Over the past year QQ Music launched dozens of new recommendation features such as audiobooks, AI playlists, podcasts, and community suggestions, which caused a sharp increase in recommendation requests and data volume, putting pressure on the existing recommendation services.

The team identified three main challenges: numerous entry points leading to duplicated development, fragmented traffic across many apps reducing ROI of algorithm optimization, and a wide variety of item types (songs, videos, live streams, posts) and recommendation formats (feeds, horizontal modules, radio, immersive video) that required a more efficient and reusable architecture.

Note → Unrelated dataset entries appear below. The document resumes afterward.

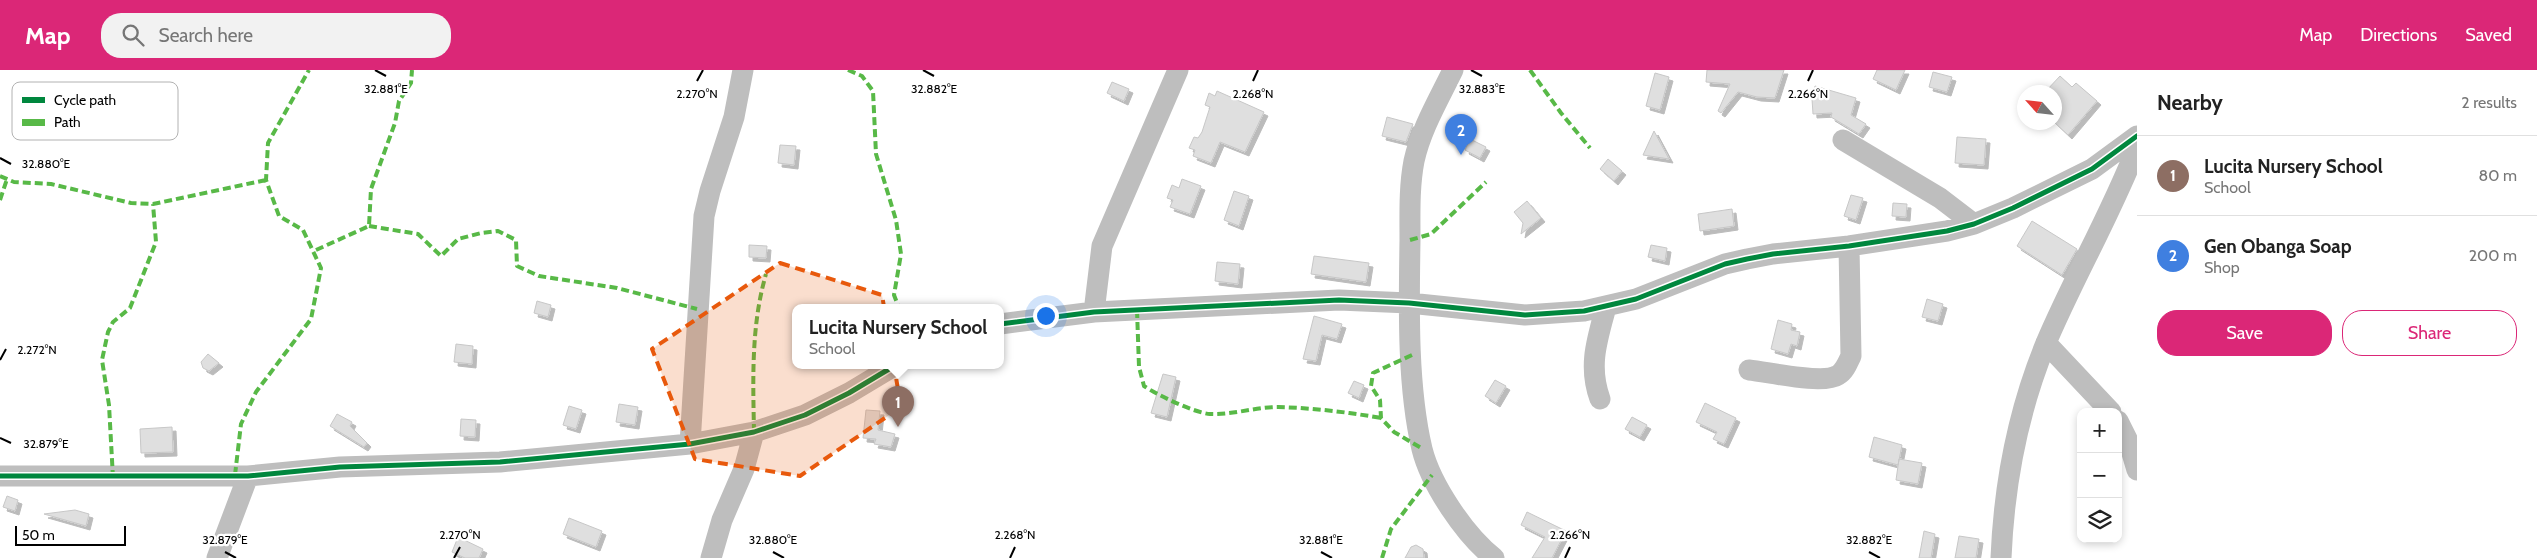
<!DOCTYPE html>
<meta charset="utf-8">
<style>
:root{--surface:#fff;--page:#f2f2f2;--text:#222;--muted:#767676;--line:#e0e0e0;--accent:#db2777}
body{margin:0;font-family:Cabin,sans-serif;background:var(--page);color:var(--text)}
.controls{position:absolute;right:15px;bottom:15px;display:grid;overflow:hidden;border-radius:10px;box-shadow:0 2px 8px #0003}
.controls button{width:45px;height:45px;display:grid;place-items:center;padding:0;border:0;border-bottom:1px solid var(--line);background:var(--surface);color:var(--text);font:25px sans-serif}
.compass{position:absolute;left:2017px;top:15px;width:45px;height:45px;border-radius:50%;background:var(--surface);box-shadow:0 2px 8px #0003;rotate:297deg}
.scale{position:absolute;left:15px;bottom:12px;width:111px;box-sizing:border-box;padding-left:5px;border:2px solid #000;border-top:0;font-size:14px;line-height:18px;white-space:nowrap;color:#000;-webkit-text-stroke:4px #fff;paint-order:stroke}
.you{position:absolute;left:1045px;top:245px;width:18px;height:18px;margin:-12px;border:4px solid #fff;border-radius:50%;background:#1a73e8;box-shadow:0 0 0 8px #1a73e833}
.badge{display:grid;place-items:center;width:32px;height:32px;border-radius:50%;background:var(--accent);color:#fff;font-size:16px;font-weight:700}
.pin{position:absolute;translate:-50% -41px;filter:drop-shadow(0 1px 2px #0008)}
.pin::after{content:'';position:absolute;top:26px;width:18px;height:15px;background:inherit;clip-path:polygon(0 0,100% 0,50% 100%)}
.popup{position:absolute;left:792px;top:234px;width:212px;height:65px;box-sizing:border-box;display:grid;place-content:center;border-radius:10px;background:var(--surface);filter:drop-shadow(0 1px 4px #0005);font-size:16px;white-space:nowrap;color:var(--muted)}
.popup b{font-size:19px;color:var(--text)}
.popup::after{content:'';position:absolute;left:50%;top:100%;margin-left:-10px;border:10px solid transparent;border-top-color:var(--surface)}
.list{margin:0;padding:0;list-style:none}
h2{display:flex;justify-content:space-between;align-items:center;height:65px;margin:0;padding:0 20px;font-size:21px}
h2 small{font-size:16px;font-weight:400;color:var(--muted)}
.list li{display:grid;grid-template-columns:32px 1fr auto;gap:15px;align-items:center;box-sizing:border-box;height:80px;padding:0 20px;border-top:1px solid var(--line)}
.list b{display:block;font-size:19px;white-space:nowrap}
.list p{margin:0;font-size:16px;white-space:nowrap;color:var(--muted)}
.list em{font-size:16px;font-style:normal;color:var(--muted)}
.actions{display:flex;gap:10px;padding:15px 20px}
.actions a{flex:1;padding:11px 0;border:1px solid var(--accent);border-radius:20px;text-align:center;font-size:18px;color:var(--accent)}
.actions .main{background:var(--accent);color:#fff}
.icon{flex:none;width:28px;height:28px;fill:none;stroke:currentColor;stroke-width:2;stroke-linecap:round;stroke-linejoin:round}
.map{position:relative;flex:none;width:2137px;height:488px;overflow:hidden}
header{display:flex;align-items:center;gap:30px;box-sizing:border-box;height:70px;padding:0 25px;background:var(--accent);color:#fff}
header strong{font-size:24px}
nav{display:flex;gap:28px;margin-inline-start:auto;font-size:18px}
.search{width:350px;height:45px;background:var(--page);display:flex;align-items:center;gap:12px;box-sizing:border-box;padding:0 18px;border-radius:20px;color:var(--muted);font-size:19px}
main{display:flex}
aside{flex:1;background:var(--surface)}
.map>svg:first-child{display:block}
.building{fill:#dfdfdf;stroke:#c7c7c7;filter:url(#shadow)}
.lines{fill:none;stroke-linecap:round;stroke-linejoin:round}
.minor{stroke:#bebebe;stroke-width:21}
.quiet{stroke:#58b947;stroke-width:4;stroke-dasharray:8 4;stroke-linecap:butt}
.cycleway-casing{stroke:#fff;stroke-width:8}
.cycleway{stroke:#00873e;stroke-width:5}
.marked{fill:#e8590c;fill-opacity:0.2;stroke:#e8590c;stroke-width:4;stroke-dasharray:10 6;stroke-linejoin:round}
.ticks{fill:none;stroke:#000;stroke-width:2}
.key{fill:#fff;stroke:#b2b2b2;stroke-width:1}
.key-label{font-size:14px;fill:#000}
.ticks-label{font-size:12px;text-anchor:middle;fill:#000;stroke:#fff;stroke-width:4.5;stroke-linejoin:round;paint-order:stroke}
</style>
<header>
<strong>Map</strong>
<div class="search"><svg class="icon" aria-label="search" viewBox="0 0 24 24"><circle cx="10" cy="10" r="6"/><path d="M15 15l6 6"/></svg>Search here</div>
<nav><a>Map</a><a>Directions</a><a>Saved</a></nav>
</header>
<main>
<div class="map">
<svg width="2137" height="488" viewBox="0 0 2137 488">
<defs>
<filter id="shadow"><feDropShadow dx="4" dy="4" stdDeviation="0" flood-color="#0004"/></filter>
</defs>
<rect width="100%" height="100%" fill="#fff"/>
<!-- building -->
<path class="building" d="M1707,0h77l-9,28 -18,-1 -19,-5 -17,21 -3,-2 12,-27 -24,-2z
M1877,0h28l-9,20 -23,-11z
M1933,2l19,5 -5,15 -18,-5z
M1655,3l14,4 -9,33 -14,-4z
M2060,6l12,11 4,-4 21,18 -29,34 -14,-13v-9l7,-8 -7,-6v-7l-8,-1z
M1112,12l17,7 -5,12 -17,-8z
M1815,16l41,12 -5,17 15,9 -7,10 -28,-17 1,-4 -19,1 -1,-15z
M1217,21l47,21 -19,40 -25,-10 -9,21 -18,-7 2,-6 -6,-2 5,-11 4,1 4,-6 8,-25 -5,-2 4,-12 6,3z
M1387,47l26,7 -7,18 -24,-6z
M1654,61l15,28 -26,-4z
M1957,67l29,2 -2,26 -29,-2z
M1470,69l16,8 -6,11 -15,-8z
M780,75l16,1 -2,19 -16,-2z
M1608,89l14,12 -8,10 -14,-12z
M1182,109l19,7 -11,28 -20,-7 3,-7 -6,-2 5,-13 7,3z
M1234,121l15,5 -10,30 -15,-6z
M1851,125l12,3 -7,22 -12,-4z
M1527,131l14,17 -20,16 2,-11 -9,-11z
M1893,133l14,1 -1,13 -14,-1z
M1732,139l2,17 -34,5 -2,-17z
M2032,151l45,28 -15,26 -45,-29z
M749,175l18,1 -1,12 -17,-1z
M1651,175l16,3 -2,13 -17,-4z
M1314,186l55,7 -3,19 -55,-8z
M1217,192l23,2 -2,20 -23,-3z
M1927,229l16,5 -5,17 -16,-4z
M537,231l14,4 -3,12 -14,-4z
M1314,246l28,8 -5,15 -15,-4 -6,26 -13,-2z
M1778,250l14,4 -1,6 9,2 -3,14 -6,-2 -3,10 -17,-5z
M456,274l17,2 -1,18 -18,-2z
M208,284l11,9 -10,8 -6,-3 -2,-6z
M1163,304l13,3 -9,40 -16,-4z
M1495,310l11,6 -10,17 -11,-7z
M1354,311l10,4 -5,13 -11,-5z
M1705,333l31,15 -12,26 -11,-5 4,-7 -21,-10z
M619,334l19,3 -3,18 -19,-3z
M569,336l13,4 -6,19 -13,-4z
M866,340l14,1 -2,19 17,4 -4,13 -17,-3 2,-5 -13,-1z
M337,344l15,8 -2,4 17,17 -3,4 -34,-21z
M1632,347l15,8 -7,12 -15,-8z
M461,349l15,1 -1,17 -15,-1z
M172,357l1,25 -32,1 -1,-24z
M1874,367l28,8 -4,20 -29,-8z
M1899,389l23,4 -4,21 -22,-4z
M7,426l11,4 -3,11 -12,-4z
M75,440l14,4 -3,12 -42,-12z
M1527,442l39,19 -14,27h-20l13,-21 -24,-12z
M569,448l33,13 -6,16 -33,-13z
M1924,461l11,3 -4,24h-12z
M1959,466l20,3 -3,19h-21z
M458,467l25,12 -4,9h-14l-13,-6z
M1416,475l7,4 1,9h-19l6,-11z"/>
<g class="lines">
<!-- minor -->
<path class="minor" d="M1453,0c-14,29 -32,59 -39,91 -5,26 -4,53 -4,79 -1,66 -3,145 12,209 9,36 43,86 72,109
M1843,70l97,58 34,26
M1094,242l8,-66 76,-176
M1000,254l94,-12 245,-12 70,3 116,12 59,-4 52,-12 89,-35 22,-5 26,-5 76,-8 98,-15 27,-7 39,-16 79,-39 45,-33
M2046,273l65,69
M1749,300c20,2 74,15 89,5 7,-4 10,-13 13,-19l-2,-110
M1600,329c-12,-33 -3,-59 6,-92
M2118,351l11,22 8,27
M690,374l14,-228 6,-25 24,-74 9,-47
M0,406h248l92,-9 160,-5 190,-18 64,-12 51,-17 44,-22 45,-27
M217,488l31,-82
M711,488l11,-38 22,-51 10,-37
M2001,488c3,-73 17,-147 45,-215 28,-66 65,-129 91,-196"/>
<!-- quiet -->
<path class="quiet" d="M848,0l14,6 11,15 3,63 20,66 5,34 -7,41 5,13
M1530,0l31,43 29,35
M0,106l14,6 37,2 80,19 22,1 113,-24
M0,130l7,-21
M369,156l49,8 23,22 17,-17 23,-6 17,-2 18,9 1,26 22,10 78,12 80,21
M1410,170l21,-6 55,-52
M316,180l53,-24 2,-37 24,-66 4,-22 12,-18 1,-13
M1137,240l2,57 5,19c13,9 51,27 66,28 23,1 45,-7 68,-7 35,1 69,5 103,11
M1412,285l-39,18 -2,13 9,14 1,18 13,14 29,17
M754,362c-1,-54 -3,-106 12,-158
M235,405l6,-51 15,-32 55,-73 10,-51 -18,-38 -24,-14 -13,-36 2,-37 41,-73
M113,408l-4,-73 -7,-45 6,-28 5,-10 17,-14 26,-66 -3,-38
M1382,488l9,-29 41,-54"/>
<!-- cycleway casing -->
<g class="cycleway-casing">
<path id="cycleway" d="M1000,254l94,-12 245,-12 70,3 116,12 59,-4 52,-12 89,-35 22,-5 26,-5 76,-8 98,-15 27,-7 39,-16 79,-39 45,-33
M0,406h248l92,-9 160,-5 190,-18 64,-12 51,-17 44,-22 45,-27"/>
</g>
<!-- cycleway -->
<use href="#cycleway" class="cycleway"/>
</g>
<!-- marked area -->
<path class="marked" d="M780,193l102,32 19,112 -101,69 -105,-17 -43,-110z"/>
<!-- ticks -->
<path class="ticks" d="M375,0l11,6M923,0l11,6M1471,0l11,6M697,11l6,-11M1253,11l5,-11M1808,11l5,-11M0,88l11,6M0,290l6,-11M0,368l11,5M225,482l11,6M773,482l11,6M1321,482l11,6M1869,482l11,6M454,488l6,-11M1010,488l5,-11M1565,488l5,-11"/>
<!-- legend -->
<rect x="12" y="12" width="166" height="58" rx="8" class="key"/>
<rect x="22" y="27" width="23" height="6" fill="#00873e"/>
<rect x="22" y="49" width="23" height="7" fill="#58b947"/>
<g class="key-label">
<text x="54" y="35">Cycle path</text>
<text x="54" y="57">Path</text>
</g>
<g class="ticks-label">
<text x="934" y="23">32.882°E</text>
<text x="386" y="23">32.881°E</text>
<text x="1482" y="23">32.883°E</text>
<text x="697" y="28">2.270°N</text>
<text x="1253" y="28">2.268°N</text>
<text x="1808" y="28">2.266°N</text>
<text x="46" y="98">32.880°E</text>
<text x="37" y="284">2.272°N</text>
<text x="46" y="378">32.879°E</text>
<text x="460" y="469">2.270°N</text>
<text x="1015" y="469">2.268°N</text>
<text x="1570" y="469">2.266°N</text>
<text x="225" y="474">32.879°E</text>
<text x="773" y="474">32.880°E</text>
<text x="1321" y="474">32.881°E</text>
<text x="1869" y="474">32.882°E</text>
</g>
</svg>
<div class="controls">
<button>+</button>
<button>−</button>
<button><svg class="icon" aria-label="layers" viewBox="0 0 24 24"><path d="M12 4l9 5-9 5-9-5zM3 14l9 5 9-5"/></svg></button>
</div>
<svg class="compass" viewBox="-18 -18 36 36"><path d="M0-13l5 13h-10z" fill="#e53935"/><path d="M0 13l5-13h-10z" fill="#767676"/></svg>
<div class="scale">50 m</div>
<div class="you"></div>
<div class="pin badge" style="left:898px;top:357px;background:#8d6e63">1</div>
<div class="popup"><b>Lucita Nursery School</b>School</div>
<div class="pin badge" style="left:1461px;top:85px;background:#3f7fe0">2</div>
</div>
<aside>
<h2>Nearby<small>2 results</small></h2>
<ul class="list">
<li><span class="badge" style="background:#8d6e63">1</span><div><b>Lucita Nursery School</b><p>School</p></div><em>80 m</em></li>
<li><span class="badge" style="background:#3f7fe0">2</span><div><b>Gen Obanga Soap</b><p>Shop</p></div><em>200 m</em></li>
</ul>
<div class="actions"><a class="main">Save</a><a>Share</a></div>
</aside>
</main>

To address these issues, the team built a machine‑learning platform called Cube Studio, an open‑source project based on Kubeflow and extended with cloud‑native components. The platform provides low‑code model development, AutoML hyper‑parameter tuning, distributed training, visual modeling, model deployment, hot‑loading, multi‑version management, and a rich library of classic recall and ranking models, all isolated and elastically scaled via Kubernetes and vGPU.

The data service layer consists of user‑profile, asset, feature, and metadata platforms, powered by Spark, Kafka, MongoDB, Redis, and other components. A classic Lambda architecture produces both batch views (processed with Spark/Hive) and real‑time views (processed with Flink/Spark Streaming). Data is stored in MongoDB, Elasticsearch, HBase, and Redis after careful trade‑offs among volume, latency, and cost. Performance optimizations include second‑level aggregation windows, protobuf + Gzip compression, and operator chaining to reduce serialization overhead.

For recommendation recall, two categories of algorithms are used: content‑based (profiles, tags, attributes) and model‑based (collaborative filtering, vector representations, graph methods). The recall framework was first built with simple template paths, then refactored into a directed‑acyclic‑graph (DAG) of operator nodes, allowing business teams to configure new recall paths by assembling plugins without writing code. The DAG engine handles candidate generation, filtering, coarse ranking, truncation, and merging, while integrating with offline model training, label retrieval, vector search, monitoring, circuit‑breaking, and fallback pools.

These architectural upgrades have enabled rapid rollout of new features such as MOO App, AI playlists, and genre recommendations, while reducing development effort and improving system stability. Future work will focus on adopting state‑of‑the‑art algorithms to boost recommendation quality and strengthening collaboration between the recommendation team and product owners.